SAMPLE SELECTION BIAS

In a linear regression model, sample selection bias occurs when data on the dependent variable are missing nonrandomly, conditional on the independent variables. For example, if a researcher uses ordinary least squares (OLS) to estimate a regression model in which large values of the dependent variable are underrepresented in a sample, estimates of slope coefficients typically will be biased.

Hausman and Wise (1977) studied the problem of estimating the effect of education on income in a sample of persons with incomes below $15,000. This is known as a truncated sample and is an example of explicit selection on the dependent variable. This is shown in Figure 1, where individuals are sampled at three education levels: low (L), middle (M), and high (H). In the figure, sample truncation leads to an estimate of the effect of schooling that is biased downward from the true regression line as a result of the $15,000 ceiling on the dependent variable. In a variety of special conditions (Winship and Mare 1992), selection biases coefficients downward. In general, however, selection may bias estimated effects in either direction.

A sample that is restricted on the dependent variable is effectively selected on the error of the regression equation; at any value of X, observations with sufficiently large positive errors are eliminated from the sample. As is shown in Figure 1, as the independent variable increases, the expected value of the error becomes increasingly negative, making these two elements negatively correlated. Because this contradicts the standard assumption of OLS that the error and the independent variables are not correlated, OLS estimates become biased.

A different type of explicit selection occurs when the sample includes persons with incomes of $15,000 or more but all that is known about those persons is their educational attainment and that their incomes are $15,000 or more. When the dependent variable is outside a known bound but the exact value of the variable is unknown, the sample is censored. If these persons’ incomes are coded as $15,000, OLS estimates are biased and inconsistent for the same reasons that obtain in the truncated sample.

A third type of selection that leads to bias occurs when censoring or truncation is a stochastic function of the dependent variable. This is termed implicit selection. In the income example, individuals with high incomes may be less likely to provide information on their incomes than are individuals with low incomes. As is shown below, OLS estimates also are biased when there is implicit selection.

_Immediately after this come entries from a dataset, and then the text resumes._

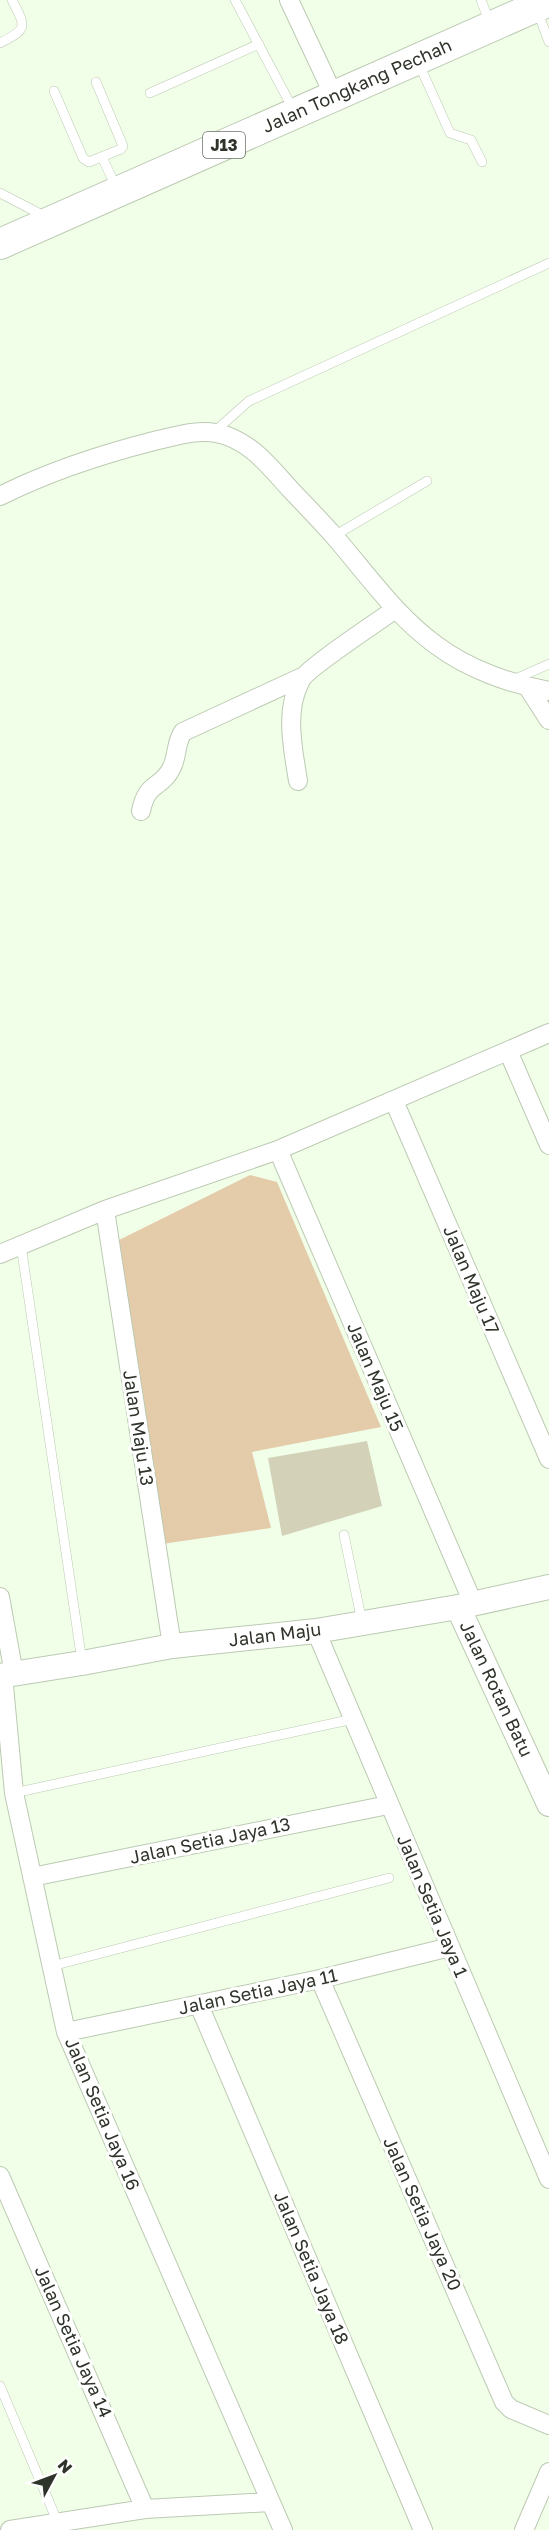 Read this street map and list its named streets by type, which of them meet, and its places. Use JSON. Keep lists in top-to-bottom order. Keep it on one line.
{"streets":{"main road":["Jalan Tongkang Pechah","J13"],"street":["Jalan Maju 17","Jalan Maju 15","Jalan Maju 13","Jalan Maju","Jalan Rotan Batu","Jalan Setia Jaya 13","Jalan Setia Jaya 1","Jalan Setia Jaya 11","Jalan Setia Jaya 16","Jalan Setia Jaya 20","Jalan Setia Jaya 18","Jalan Setia Jaya 14"]},"crossings":[["Jalan Maju 15","Jalan Maju"],["Jalan Maju 15","Jalan Rotan Batu"],["Jalan Maju 13","Jalan Maju"],["Jalan Maju","Jalan Rotan Batu"],["Jalan Maju","Jalan Setia Jaya 1"],["Jalan Maju","Jalan Setia Jaya 16"],["Jalan Setia Jaya 13","Jalan Setia Jaya 1"],["Jalan Setia Jaya 13","Jalan Setia Jaya 16"],["Jalan Setia Jaya 1","Jalan Setia Jaya 11"],["Jalan Setia Jaya 11","Jalan Setia Jaya 16"],["Jalan Setia Jaya 11","Jalan Setia Jaya 20"],["Jalan Setia Jaya 11","Jalan Setia Jaya 18"]],"north":"top right"} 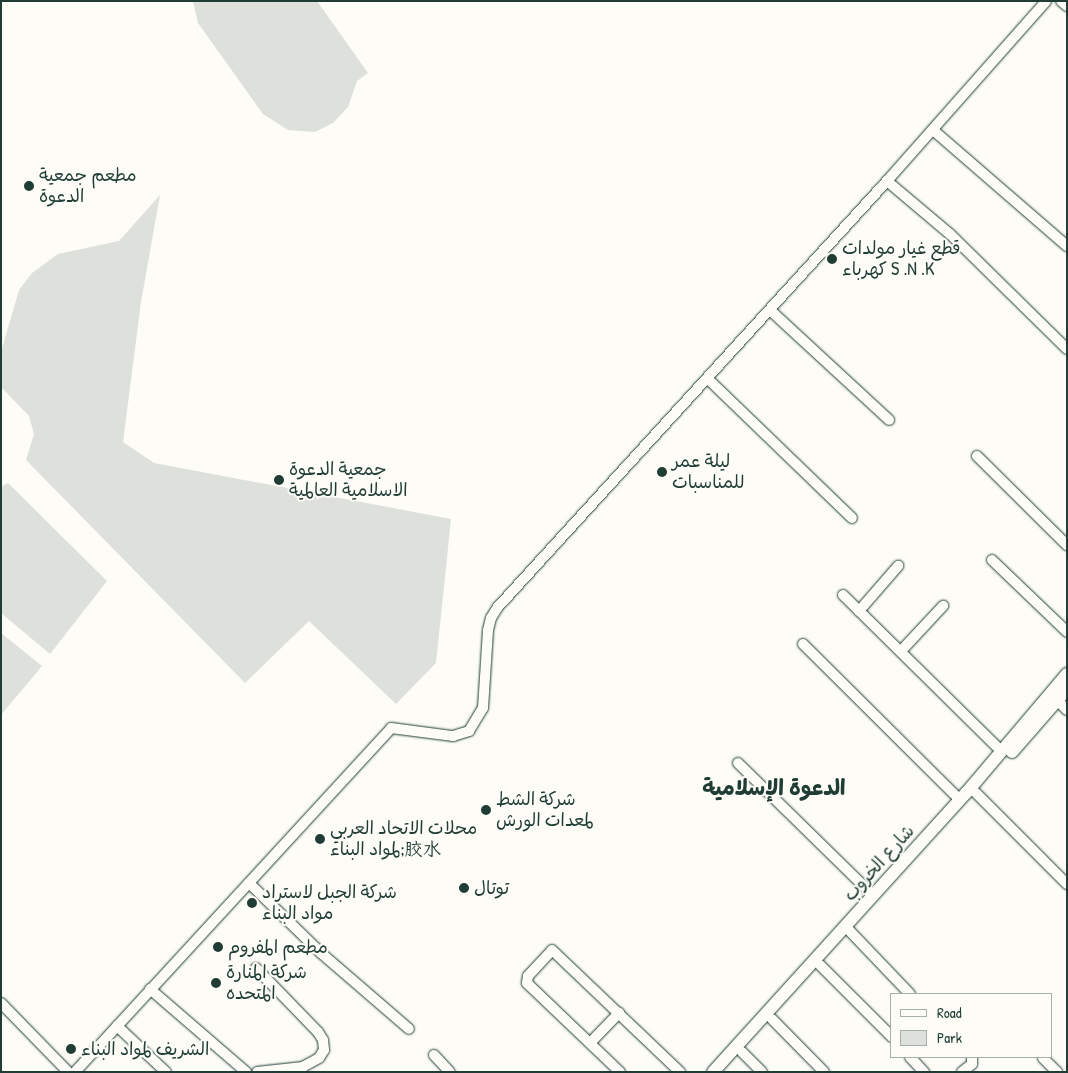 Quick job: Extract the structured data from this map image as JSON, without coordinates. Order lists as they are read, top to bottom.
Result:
{
  "streets": {
    "main road": ["شارع الخروب"]
  },
  "districts": ["الدعوة الإسلامية"],
  "places": [
    "مطعم جمعية الدعوة",
    "قطع غيار مولدات كهرباء S .N .K",
    "ليلة عمر للمناسبات",
    "جمعية الدعوة الاسلامية العالمية",
    "شركة الشط لمعدات الورش",
    "محلات الاتحاد العربي لمواد البناء;胶水",
    "توتال",
    "شركة الجبل لاستراد مواد البناء",
    "مطعم المفروم",
    "شركة المنارة المتحده",
    "الشريف لمواد البناء"
  ],
  "legend": ["Road", "Park"]
}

Yet another type of selection occurs when there is selection on the measured independent vari-able(s). For example, the sample may be selected on educational attainment alone. If persons with high levels of schooling are omitted from the model, an OLS estimate of the effect for persons with lower levels of education on income is unbiased if schooling has a constant linear effect throughout its range. Because the conditional expectation of the dependent variable (or, equivalently, the error term) at each level of the independent variable is not affected by a sample restriction on the independent variable, when a model is specified properly OLS estimates are unbiased and consistent (DuMouchel and Duncan 1983).

Figure 1

EXAMPLES

Sample selection can occur because of the way data have been collected or, as the examples below illustrate, may be a fundamental aspect of particular social processes. In econometrics, where most of the basic research on selection bias has been done, many of the applications have been to labor economics. Many studies by sociologists that deal with selection problems have been done in the cognate area of social stratification. Problems of selection bias, however, pervade sociology, and attempts to grapple with them appear in the sociology of education, family sociology, criminology, the sociology of law, social networks, and other areas.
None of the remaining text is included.